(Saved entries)
- Opening Delimiter -

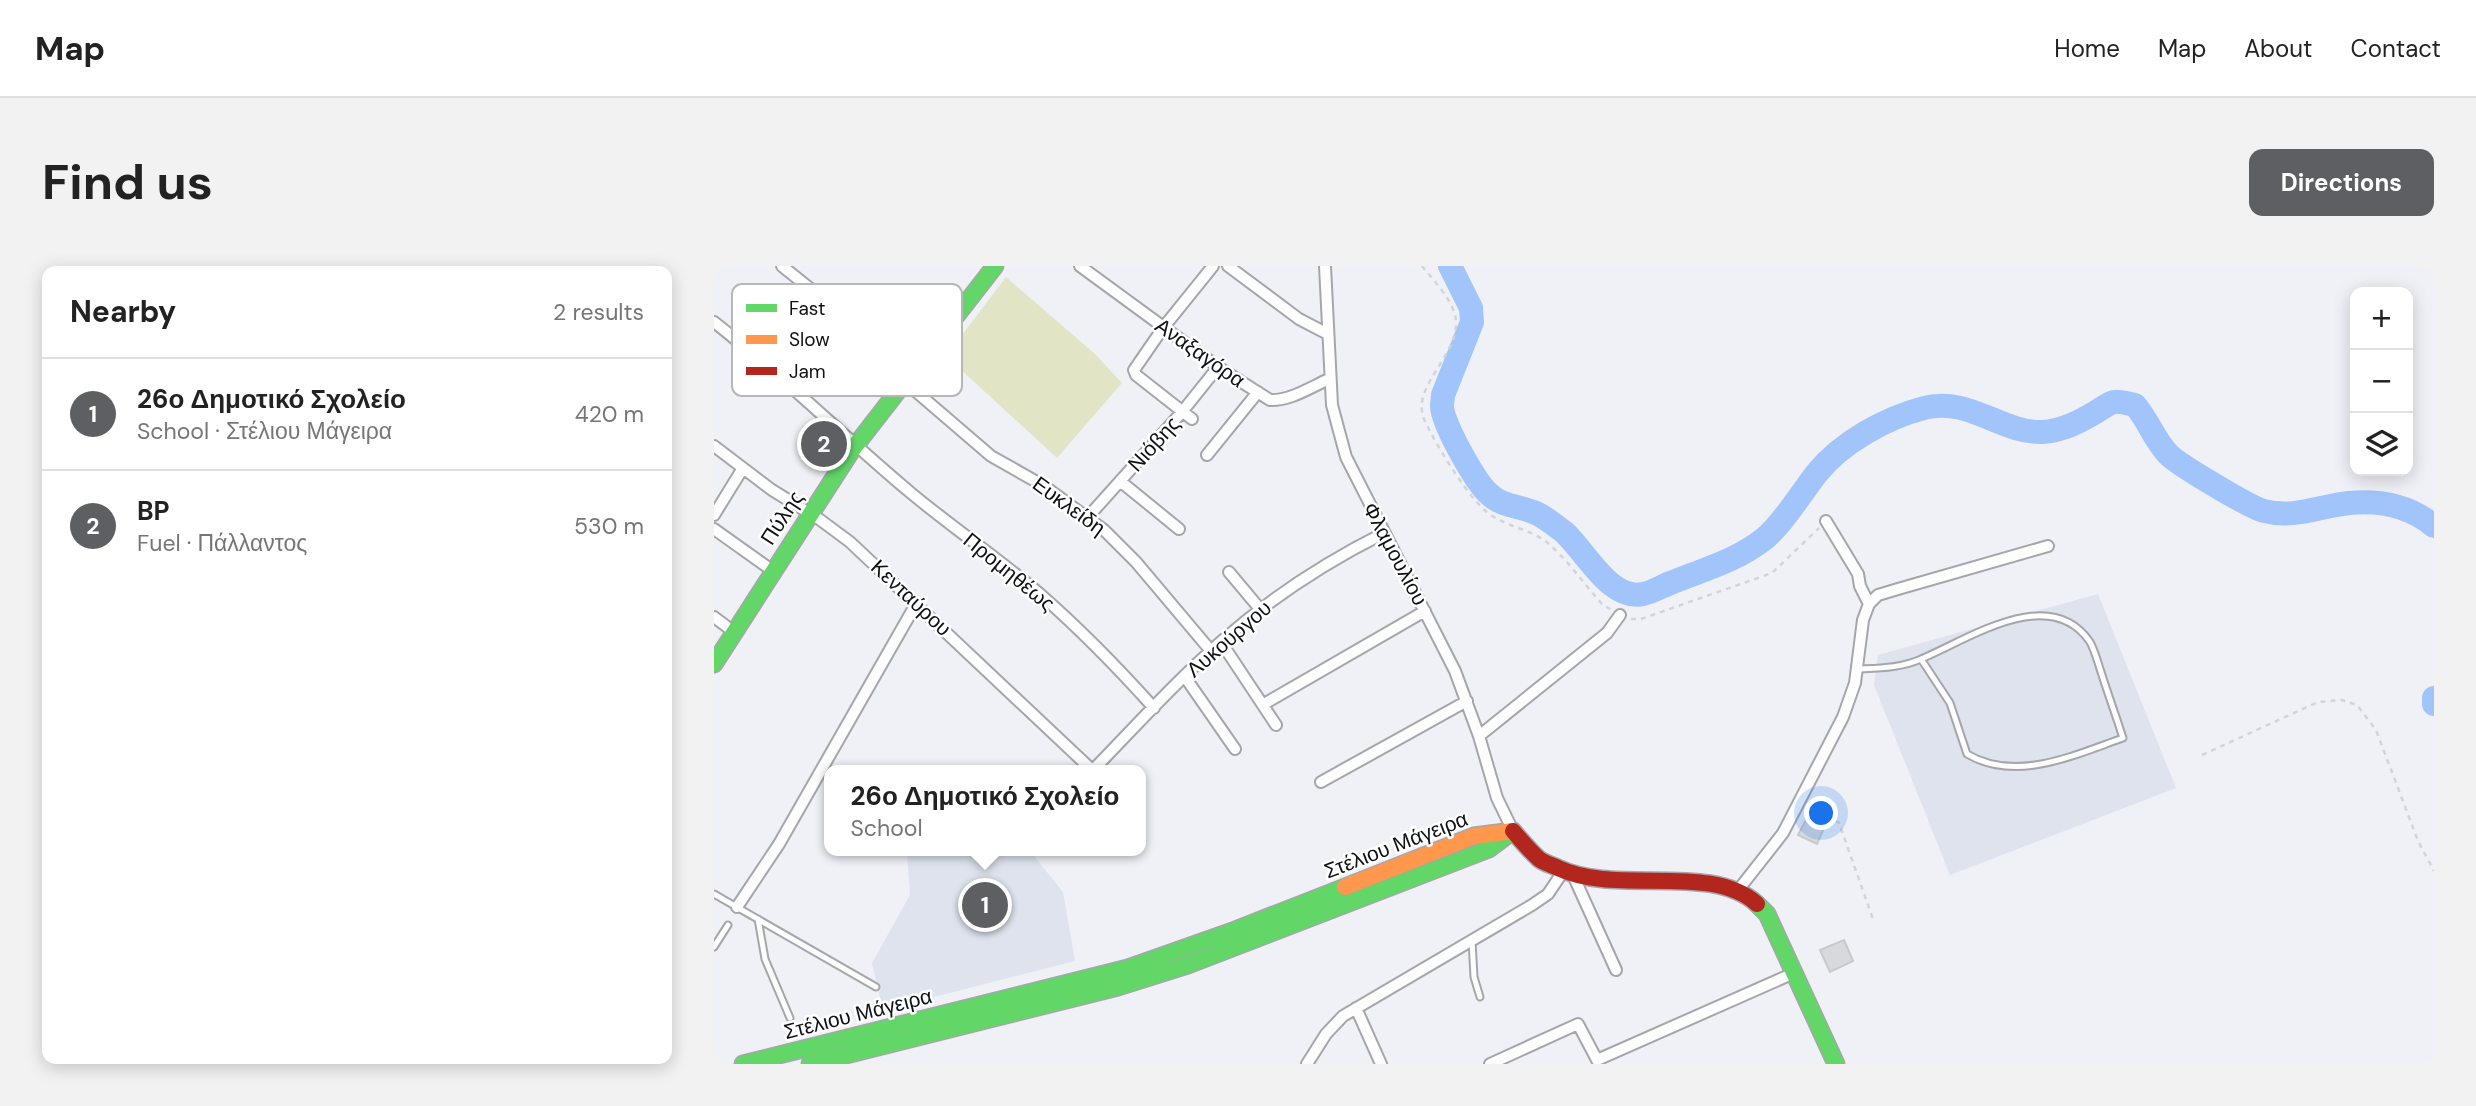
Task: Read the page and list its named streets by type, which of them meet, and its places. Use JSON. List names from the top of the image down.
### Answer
{
  "streets": {
    "main road": ["Πύλης", "Στέλιου Μάγειρα"],
    "street": [
      "Αναξαγόρα",
      "Νιόβης",
      "Ευκλείδη",
      "Φλαμουλίου",
      "Προμηθέως",
      "Κενταύρου",
      "Λυκούργου"
    ]
  },
  "crossings": [
    ["Αναξαγόρα", "Νιόβης"],
    ["Αναξαγόρα", "Φλαμουλίου"],
    ["Νιόβης", "Ευκλείδη"],
    ["Ευκλείδη", "Λυκούργου"],
    ["Πύλης", "Προμηθέως"],
    ["Πύλης", "Κενταύρου"],
    ["Φλαμουλίου", "Λυκούργου"],
    ["Φλαμουλίου", "Στέλιου Μάγειρα"],
    ["Προμηθέως", "Λυκούργου"]
  ],
  "legend": ["Fast", "Slow", "Jam"],
  "page": {
    "header": "Map",
    "nav": [
      "Home",
      "Map",
      "About",
      "Contact"
    ],
    "buttons": "Directions",
    "title": "Find us",
    "heading": ["Nearby", "2 results"],
    "map_buttons": ["+", "−"],
    "list": [
      {
        "mark": "1",
        "name": "26ο Δημοτικό Σχολείο",
        "note": "School · Στέλιου Μάγειρα",
        "value": "420 m"
      },
      {
        "mark": "2",
        "name": "BP",
        "note": "Fuel · Πάλλαντος",
        "value": "530 m"
      }
    ],
    "pins": ["2", "1"],
    "popup": ["26ο Δημοτικό Σχολείο", "School"]
  }
}
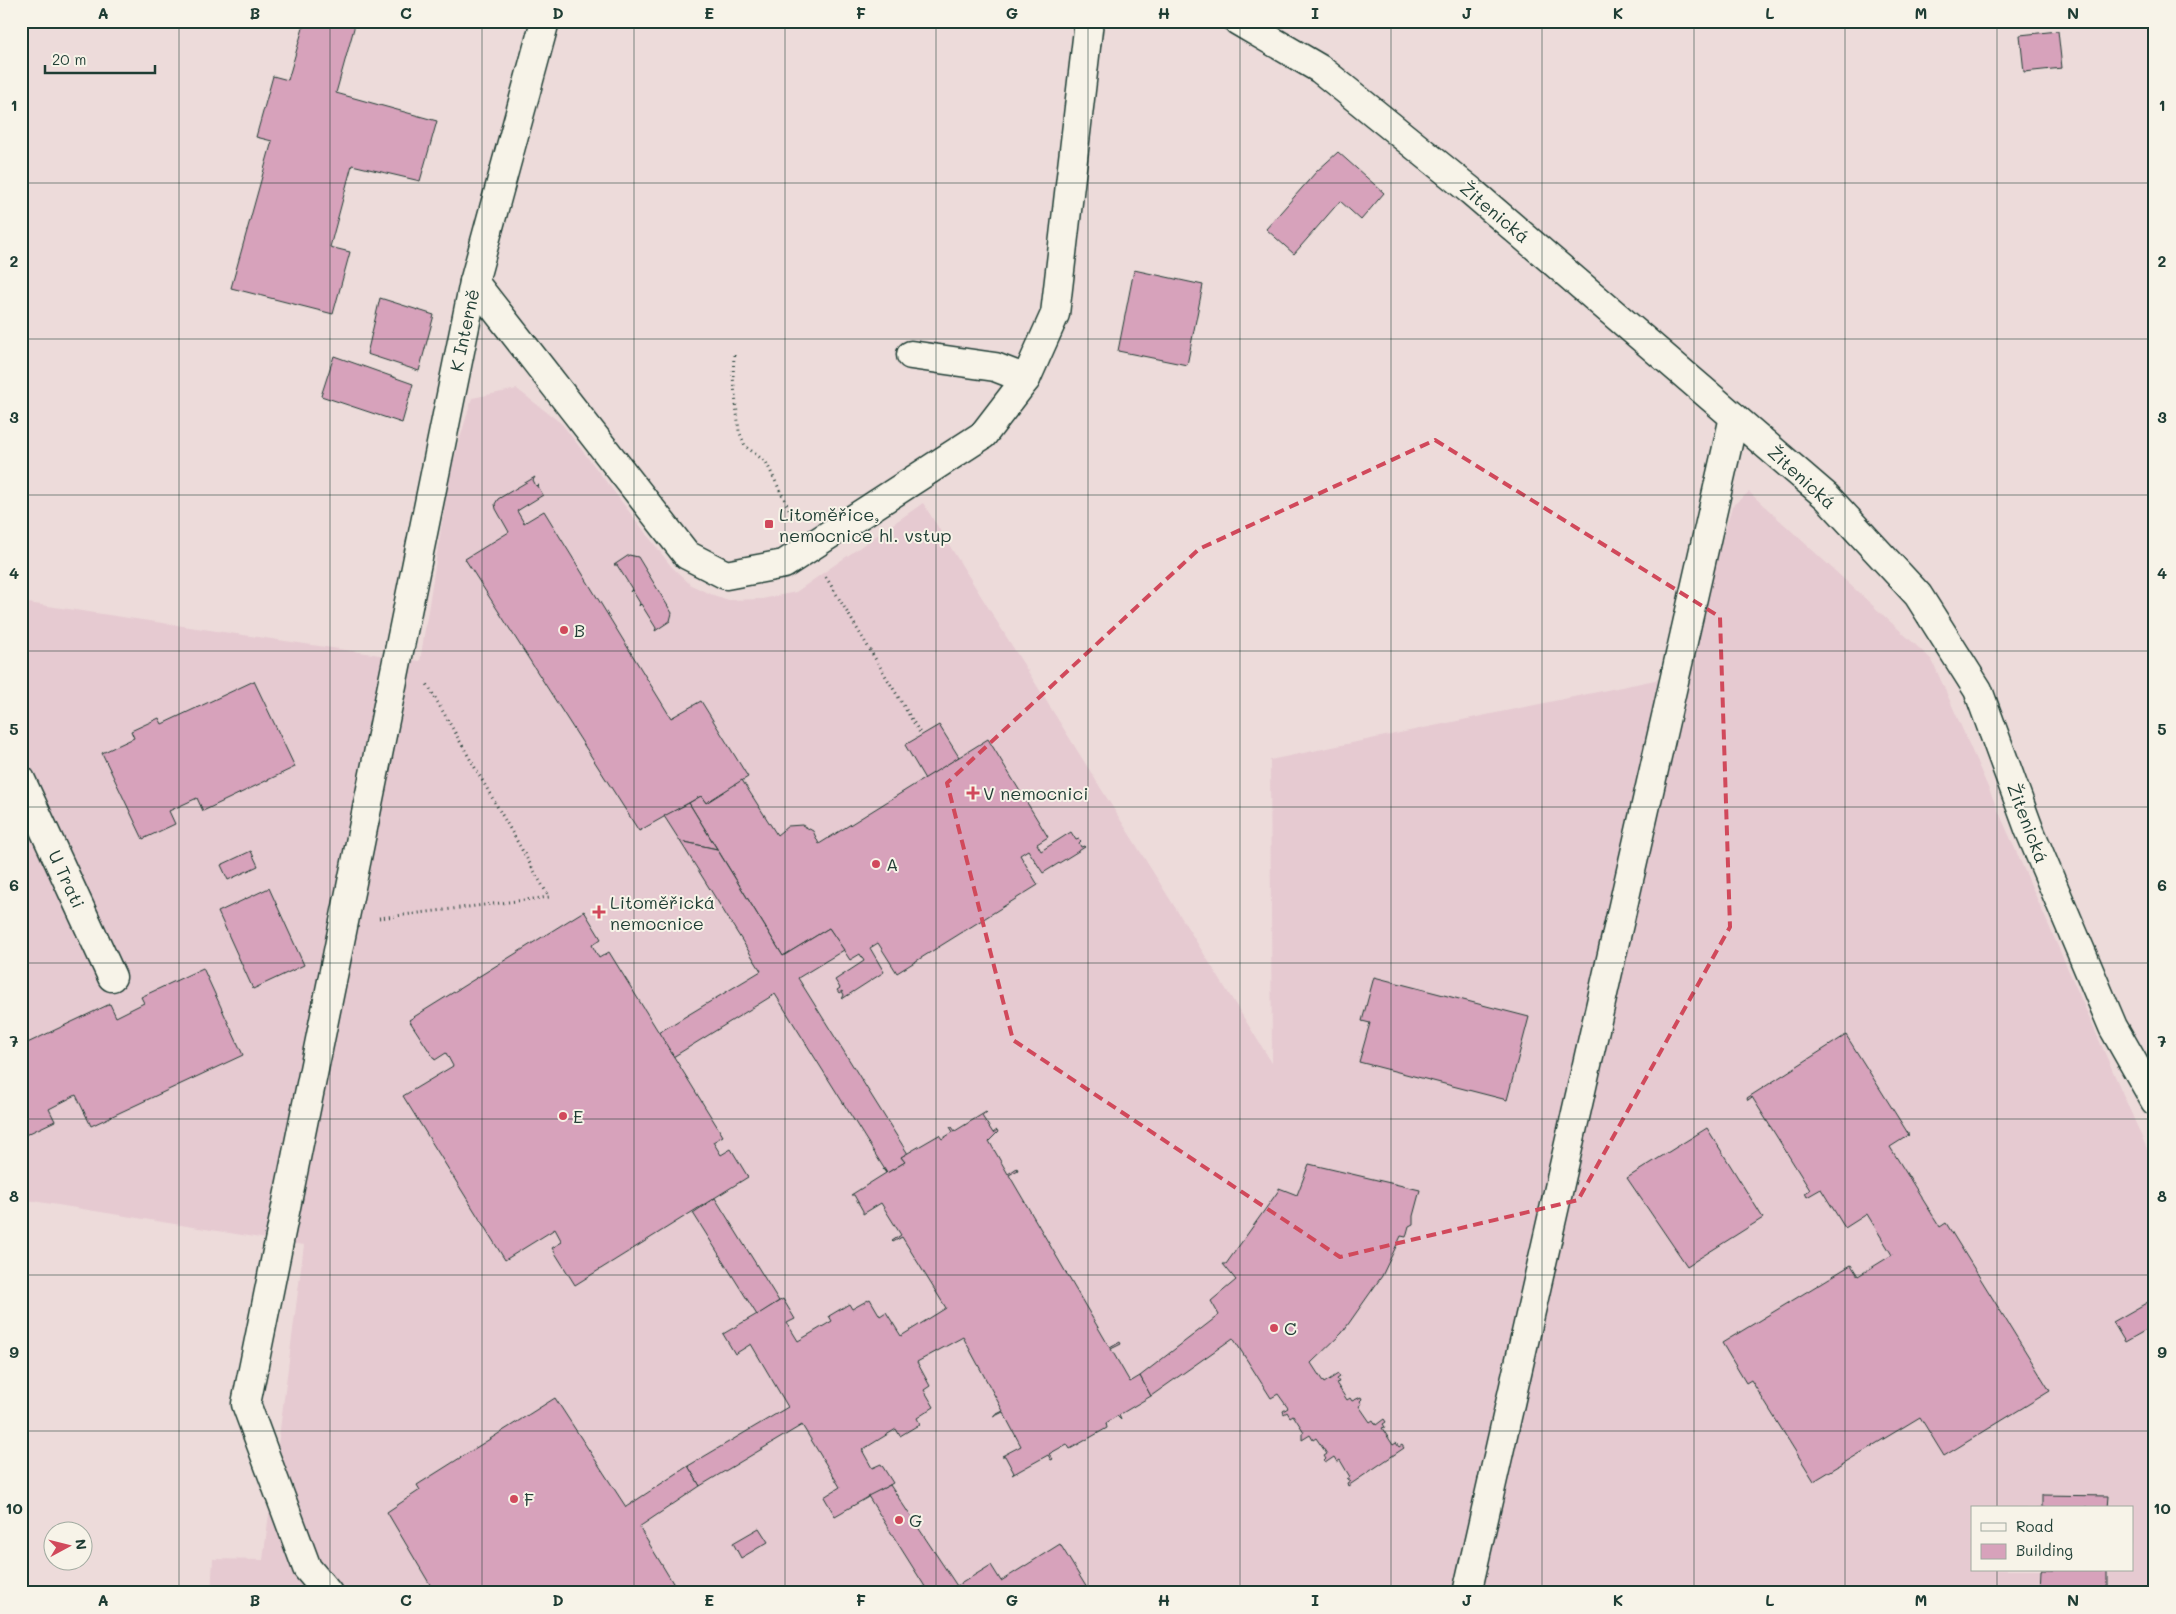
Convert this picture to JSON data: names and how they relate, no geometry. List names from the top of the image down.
{
  "streets": {
    "street": ["Žitenická", "K Interně", "U Trati"]
  },
  "places": {
    "transit": ["Litoměřice, nemocnice hl. vstup"],
    "other": [
      "B",
      "A",
      "E",
      "C",
      "F",
      "G"
    ],
    "health": ["V nemocnici", "Litoměřická nemocnice"]
  },
  "legend": ["Road", "Building"],
  "scale_bar": "20 m",
  "north": "right",
  "grid": {
    "columns": [
      "A",
      "B",
      "C",
      "D",
      "E",
      "F",
      "G",
      "H",
      "I",
      "J",
      "K",
      "L",
      "M",
      "N"
    ],
    "rows": [
      "1",
      "2",
      "3",
      "4",
      "5",
      "6",
      "7",
      "8",
      "9",
      "10"
    ]
  }
}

- Closing Delimiter -

**Work task**
Exclude the images and copy every record above exactly.

**Written response**
Task: Read the page and list its named streets by type, which of them meet, and its places. Use JSON. List names from the top of the image down.
### Answer
{
  "streets": {
    "main road": ["Πύλης", "Στέλιου Μάγειρα"],
    "street": [
      "Αναξαγόρα",
      "Νιόβης",
      "Ευκλείδη",
      "Φλαμουλίου",
      "Προμηθέως",
      "Κενταύρου",
      "Λυκούργου"
    ]
  },
  "crossings": [
    ["Αναξαγόρα", "Νιόβης"],
    ["Αναξαγόρα", "Φλαμουλίου"],
    ["Νιόβης", "Ευκλείδη"],
    ["Ευκλείδη", "Λυκούργου"],
    ["Πύλης", "Προμηθέως"],
    ["Πύλης", "Κενταύρου"],
    ["Φλαμουλίου", "Λυκούργου"],
    ["Φλαμουλίου", "Στέλιου Μάγειρα"],
    ["Προμηθέως", "Λυκούργου"]
  ],
  "legend": ["Fast", "Slow", "Jam"],
  "page": {
    "header": "Map",
    "nav": [
      "Home",
      "Map",
      "About",
      "Contact"
    ],
    "buttons": "Directions",
    "title": "Find us",
    "heading": ["Nearby", "2 results"],
    "map_buttons": ["+", "−"],
    "list": [
      {
        "mark": "1",
        "name": "26ο Δημοτικό Σχολείο",
        "note": "School · Στέλιου Μάγειρα",
        "value": "420 m"
      },
      {
        "mark": "2",
        "name": "BP",
        "note": "Fuel · Πάλλαντος",
        "value": "530 m"
      }
    ],
    "pins": ["2", "1"],
    "popup": ["26ο Δημοτικό Σχολείο", "School"]
  }
}
Convert this picture to JSON data: names and how they relate, no geometry. List names from the top of the image down.
{
  "streets": {
    "street": ["Žitenická", "K Interně", "U Trati"]
  },
  "places": {
    "transit": ["Litoměřice, nemocnice hl. vstup"],
    "other": [
      "B",
      "A",
      "E",
      "C",
      "F",
      "G"
    ],
    "health": ["V nemocnici", "Litoměřická nemocnice"]
  },
  "legend": ["Road", "Building"],
  "scale_bar": "20 m",
  "north": "right",
  "grid": {
    "columns": [
      "A",
      "B",
      "C",
      "D",
      "E",
      "F",
      "G",
      "H",
      "I",
      "J",
      "K",
      "L",
      "M",
      "N"
    ],
    "rows": [
      "1",
      "2",
      "3",
      "4",
      "5",
      "6",
      "7",
      "8",
      "9",
      "10"
    ]
  }
}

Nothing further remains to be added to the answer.